The Black Blog

Cashmere and Oyster Shells


Yesterday was Cashmere Day at Black.co.uk. It is an annual event where The Boss and The Buyer leave Black HQ in the pursuit of staple cashmere accessories for our cashmere-crazed Autumn/Winter season. It is a fine event. Very tactile. And if they're lucky they may leave with a goody or two. (Given, not stolen)

Usually The Buyer take lots of pictures as reminders of stuff they've seen, otherwise come ordering  time they resort to staring nonplussed at a reel of mile-long sample codes. Here are some:

Not sure about this. (Scarf not The Boss)

 

Love these:

Anyway, almost as important as Cashmere Day is the Post-Cashmere Day lunch here:

Bentleys Oyster Bar & Grill

So The Buyer had a camera full of accessories, but failed to capture lunch. What a fool. They sat at the counter and The Boss had six Cornish Oysters (naturally). The Buyer did not. If food is so impenetrable that it causes a Herculean 25-year old Irish oyster-shell opener to be rushed out of the bar bleeding with his dismembered fingers suspended in a cool-box The Buyer feels it's not Nature's intention for it to be eaten. Worn, however, is another matter.  She would consider losing a finger or two for the sake of a Tahitian Black Pearl. Now there's an idea for some radical viral marketing.

Smittens (n. pl)


 

Secretly, when everyone else is going 'when will it ever stop' and 'this is relentless' and 'this is the worst I've ever known it to be' (worth noting here that 'they' aren't talking about my deft conversational skills but rather the recent bad weather) I am on the thrilled side of happy.

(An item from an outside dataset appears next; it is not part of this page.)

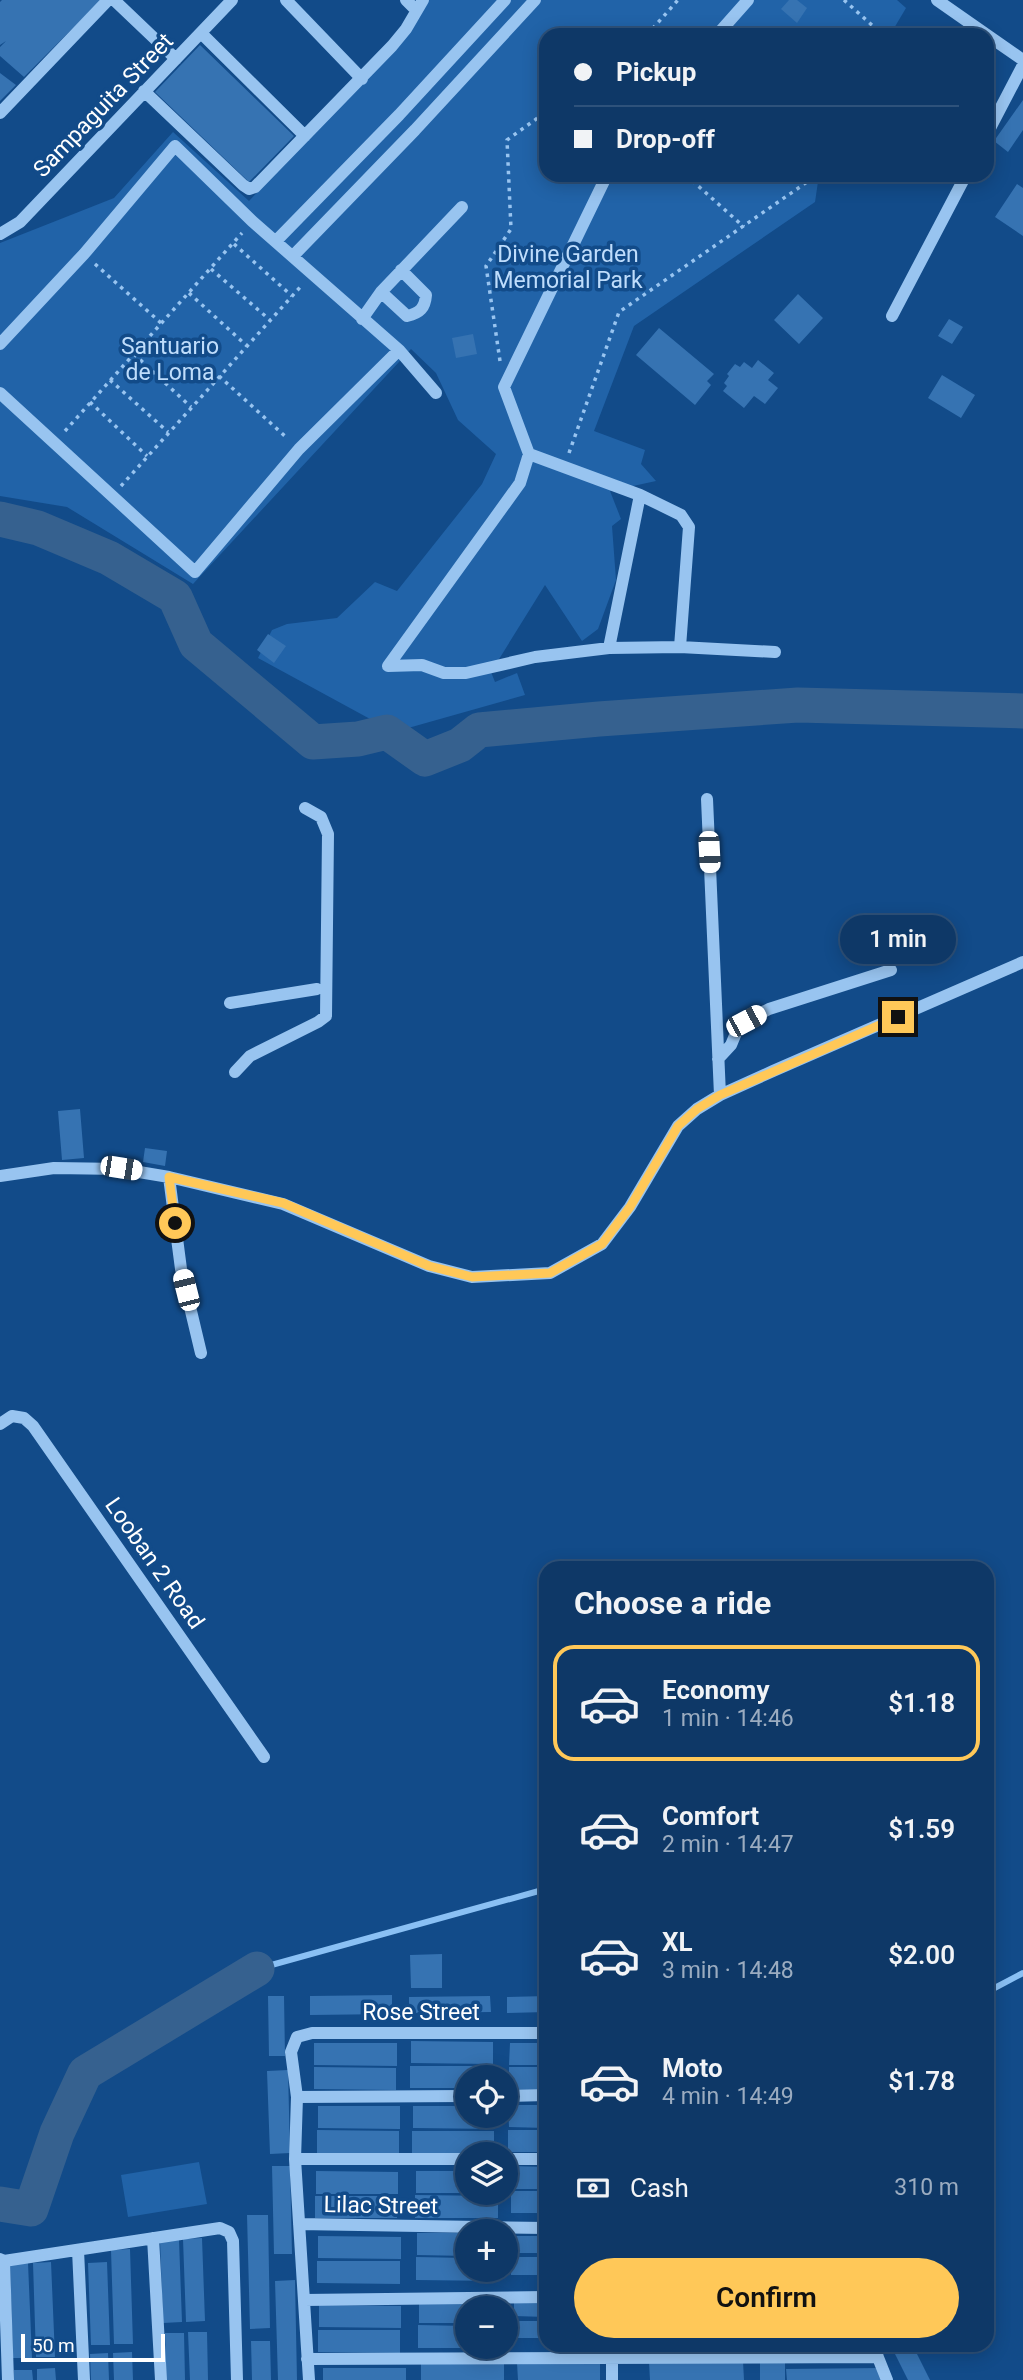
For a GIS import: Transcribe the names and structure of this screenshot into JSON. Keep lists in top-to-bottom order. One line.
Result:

'Why [you lunatic]?', you might ask. Because, I might reply, I have these heavenly cashmere mittensLadies White Fingerless Mittens - 100% Cashmere

So delightful are they that after writing this entry I plan to write to the Oxford English Dictionary about the worthiness of renaming mittens 'smittens', purely as an economical measure to stop those (i.e. me) who possess them from gushing endlessly about them, thus absenteeing themselves from productive work by writing to the OED and therefore doing NOTHING about our staggering budget deficit.